■ TASK DESCRIPTION ■
Pull out of the data below the stretch of lines bounded by the one containing "I am building a map index. Parse" and the one containing "Instruction: Give me", both bounds included, unchanged.

BEGIN

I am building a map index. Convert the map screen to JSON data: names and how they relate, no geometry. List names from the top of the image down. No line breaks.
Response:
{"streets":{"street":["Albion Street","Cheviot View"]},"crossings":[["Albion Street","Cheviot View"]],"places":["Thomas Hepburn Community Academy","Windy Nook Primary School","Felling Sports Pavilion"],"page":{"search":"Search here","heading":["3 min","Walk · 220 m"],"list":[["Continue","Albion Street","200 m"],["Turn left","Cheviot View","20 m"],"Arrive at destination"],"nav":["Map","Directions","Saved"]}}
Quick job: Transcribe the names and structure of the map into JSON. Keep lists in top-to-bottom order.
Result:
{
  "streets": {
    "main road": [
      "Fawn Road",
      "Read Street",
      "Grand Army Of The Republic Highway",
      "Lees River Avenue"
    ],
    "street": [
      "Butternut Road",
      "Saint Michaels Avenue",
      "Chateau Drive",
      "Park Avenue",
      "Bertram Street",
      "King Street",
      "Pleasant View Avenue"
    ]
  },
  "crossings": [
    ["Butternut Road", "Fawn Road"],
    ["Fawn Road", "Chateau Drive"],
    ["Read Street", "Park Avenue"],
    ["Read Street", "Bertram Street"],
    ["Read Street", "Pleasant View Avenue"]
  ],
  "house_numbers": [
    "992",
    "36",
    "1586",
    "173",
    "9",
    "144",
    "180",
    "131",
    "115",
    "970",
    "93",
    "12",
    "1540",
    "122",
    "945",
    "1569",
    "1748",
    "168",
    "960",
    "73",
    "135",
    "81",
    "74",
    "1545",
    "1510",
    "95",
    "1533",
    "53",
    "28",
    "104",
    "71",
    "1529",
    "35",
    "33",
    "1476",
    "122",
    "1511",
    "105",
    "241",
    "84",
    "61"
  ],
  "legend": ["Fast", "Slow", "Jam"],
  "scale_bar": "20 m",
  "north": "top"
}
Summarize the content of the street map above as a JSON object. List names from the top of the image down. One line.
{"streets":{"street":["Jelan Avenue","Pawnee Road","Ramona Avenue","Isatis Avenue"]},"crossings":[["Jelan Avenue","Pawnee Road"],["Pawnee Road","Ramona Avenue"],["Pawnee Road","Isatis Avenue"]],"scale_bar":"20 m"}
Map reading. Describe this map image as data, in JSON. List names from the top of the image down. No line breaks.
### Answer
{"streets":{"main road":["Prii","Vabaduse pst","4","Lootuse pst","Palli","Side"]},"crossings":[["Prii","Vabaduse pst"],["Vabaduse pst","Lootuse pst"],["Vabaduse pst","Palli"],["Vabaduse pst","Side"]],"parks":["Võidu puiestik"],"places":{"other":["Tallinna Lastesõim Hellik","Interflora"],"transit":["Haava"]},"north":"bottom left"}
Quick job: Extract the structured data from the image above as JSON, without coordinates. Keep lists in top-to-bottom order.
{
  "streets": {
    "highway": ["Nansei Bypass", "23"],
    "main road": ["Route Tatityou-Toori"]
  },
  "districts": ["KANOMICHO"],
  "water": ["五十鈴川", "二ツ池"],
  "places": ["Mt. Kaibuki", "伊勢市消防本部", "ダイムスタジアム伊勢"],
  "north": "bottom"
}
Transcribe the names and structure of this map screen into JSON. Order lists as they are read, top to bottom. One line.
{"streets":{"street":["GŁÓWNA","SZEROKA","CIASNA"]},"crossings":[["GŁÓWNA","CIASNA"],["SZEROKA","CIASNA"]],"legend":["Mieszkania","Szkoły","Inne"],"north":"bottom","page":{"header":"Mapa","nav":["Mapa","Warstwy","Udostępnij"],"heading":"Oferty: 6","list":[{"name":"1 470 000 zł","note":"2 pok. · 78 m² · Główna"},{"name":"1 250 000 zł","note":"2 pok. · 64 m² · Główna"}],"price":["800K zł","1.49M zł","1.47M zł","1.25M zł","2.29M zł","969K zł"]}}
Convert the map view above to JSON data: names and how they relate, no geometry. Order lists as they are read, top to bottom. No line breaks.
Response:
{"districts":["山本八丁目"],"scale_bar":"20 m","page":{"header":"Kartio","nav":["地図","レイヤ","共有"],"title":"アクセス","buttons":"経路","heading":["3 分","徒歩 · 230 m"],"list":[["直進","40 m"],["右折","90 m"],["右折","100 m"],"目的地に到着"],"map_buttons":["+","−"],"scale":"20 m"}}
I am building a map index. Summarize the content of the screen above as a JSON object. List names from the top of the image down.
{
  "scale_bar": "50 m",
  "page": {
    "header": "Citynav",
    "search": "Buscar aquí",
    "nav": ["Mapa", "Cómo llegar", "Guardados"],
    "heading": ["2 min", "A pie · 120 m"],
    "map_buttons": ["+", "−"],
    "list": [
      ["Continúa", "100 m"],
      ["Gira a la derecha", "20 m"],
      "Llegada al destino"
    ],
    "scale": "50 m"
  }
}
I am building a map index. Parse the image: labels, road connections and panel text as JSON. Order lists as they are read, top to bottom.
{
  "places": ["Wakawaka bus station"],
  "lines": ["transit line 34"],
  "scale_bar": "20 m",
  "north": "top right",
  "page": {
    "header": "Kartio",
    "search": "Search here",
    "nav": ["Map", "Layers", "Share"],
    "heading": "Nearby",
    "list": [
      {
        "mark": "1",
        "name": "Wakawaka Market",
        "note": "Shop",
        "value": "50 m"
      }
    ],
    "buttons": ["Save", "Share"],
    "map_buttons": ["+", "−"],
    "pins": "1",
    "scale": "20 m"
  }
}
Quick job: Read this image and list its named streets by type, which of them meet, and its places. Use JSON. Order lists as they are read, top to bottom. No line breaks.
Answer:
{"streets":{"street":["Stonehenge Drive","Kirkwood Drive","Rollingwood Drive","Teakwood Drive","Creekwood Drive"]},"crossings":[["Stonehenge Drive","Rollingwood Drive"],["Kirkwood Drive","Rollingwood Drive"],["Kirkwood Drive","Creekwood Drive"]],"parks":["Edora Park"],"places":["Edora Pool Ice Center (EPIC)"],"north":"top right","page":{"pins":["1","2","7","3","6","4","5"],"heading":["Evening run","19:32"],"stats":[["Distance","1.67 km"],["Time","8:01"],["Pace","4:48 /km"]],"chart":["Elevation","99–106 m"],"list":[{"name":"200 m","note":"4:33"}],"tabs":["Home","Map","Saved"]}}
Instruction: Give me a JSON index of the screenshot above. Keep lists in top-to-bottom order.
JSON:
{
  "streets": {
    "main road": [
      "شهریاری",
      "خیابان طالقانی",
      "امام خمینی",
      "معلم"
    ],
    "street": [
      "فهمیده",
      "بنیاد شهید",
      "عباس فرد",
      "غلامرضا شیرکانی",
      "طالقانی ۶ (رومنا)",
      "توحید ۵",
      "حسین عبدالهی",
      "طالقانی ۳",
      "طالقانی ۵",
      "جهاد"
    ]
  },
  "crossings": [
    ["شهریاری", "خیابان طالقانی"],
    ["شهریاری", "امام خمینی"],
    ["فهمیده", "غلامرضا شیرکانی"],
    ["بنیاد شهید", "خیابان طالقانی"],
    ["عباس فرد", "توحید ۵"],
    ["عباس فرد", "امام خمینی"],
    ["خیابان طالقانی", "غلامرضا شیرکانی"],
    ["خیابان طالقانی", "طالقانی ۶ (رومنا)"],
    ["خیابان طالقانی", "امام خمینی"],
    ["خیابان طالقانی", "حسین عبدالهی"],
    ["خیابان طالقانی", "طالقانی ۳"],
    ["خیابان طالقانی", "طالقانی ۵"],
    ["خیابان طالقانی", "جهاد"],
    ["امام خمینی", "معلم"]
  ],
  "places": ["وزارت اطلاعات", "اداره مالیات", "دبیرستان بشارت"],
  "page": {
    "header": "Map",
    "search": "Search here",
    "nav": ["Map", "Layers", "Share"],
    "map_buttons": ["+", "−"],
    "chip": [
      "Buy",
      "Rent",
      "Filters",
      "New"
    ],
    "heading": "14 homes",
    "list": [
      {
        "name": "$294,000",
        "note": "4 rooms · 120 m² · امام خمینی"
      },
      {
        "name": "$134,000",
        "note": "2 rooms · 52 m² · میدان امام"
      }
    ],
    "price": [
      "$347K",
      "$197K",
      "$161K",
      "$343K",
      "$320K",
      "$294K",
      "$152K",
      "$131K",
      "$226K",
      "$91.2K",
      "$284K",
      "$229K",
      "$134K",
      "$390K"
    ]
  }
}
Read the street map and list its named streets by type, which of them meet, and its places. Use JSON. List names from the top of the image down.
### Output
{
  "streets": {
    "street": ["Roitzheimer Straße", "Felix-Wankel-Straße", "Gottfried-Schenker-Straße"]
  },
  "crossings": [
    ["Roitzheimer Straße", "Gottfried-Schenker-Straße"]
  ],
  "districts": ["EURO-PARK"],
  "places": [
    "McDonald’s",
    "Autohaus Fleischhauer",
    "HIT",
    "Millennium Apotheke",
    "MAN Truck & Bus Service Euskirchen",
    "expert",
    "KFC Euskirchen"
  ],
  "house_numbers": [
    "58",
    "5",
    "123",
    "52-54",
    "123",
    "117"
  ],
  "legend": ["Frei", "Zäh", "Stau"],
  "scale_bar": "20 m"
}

END

■ RESULT BELOW ■
I am building a map index. Parse the image: labels, road connections and panel text as JSON. Order lists as they are read, top to bottom.
{
  "places": ["Wakawaka bus station"],
  "lines": ["transit line 34"],
  "scale_bar": "20 m",
  "north": "top right",
  "page": {
    "header": "Kartio",
    "search": "Search here",
    "nav": ["Map", "Layers", "Share"],
    "heading": "Nearby",
    "list": [
      {
        "mark": "1",
        "name": "Wakawaka Market",
        "note": "Shop",
        "value": "50 m"
      }
    ],
    "buttons": ["Save", "Share"],
    "map_buttons": ["+", "−"],
    "pins": "1",
    "scale": "20 m"
  }
}
Quick job: Read this image and list its named streets by type, which of them meet, and its places. Use JSON. Order lists as they are read, top to bottom. No line breaks.
Answer:
{"streets":{"street":["Stonehenge Drive","Kirkwood Drive","Rollingwood Drive","Teakwood Drive","Creekwood Drive"]},"crossings":[["Stonehenge Drive","Rollingwood Drive"],["Kirkwood Drive","Rollingwood Drive"],["Kirkwood Drive","Creekwood Drive"]],"parks":["Edora Park"],"places":["Edora Pool Ice Center (EPIC)"],"north":"top right","page":{"pins":["1","2","7","3","6","4","5"],"heading":["Evening run","19:32"],"stats":[["Distance","1.67 km"],["Time","8:01"],["Pace","4:48 /km"]],"chart":["Elevation","99–106 m"],"list":[{"name":"200 m","note":"4:33"}],"tabs":["Home","Map","Saved"]}}
Instruction: Give me a JSON index of the screenshot above. Keep lists in top-to-bottom order.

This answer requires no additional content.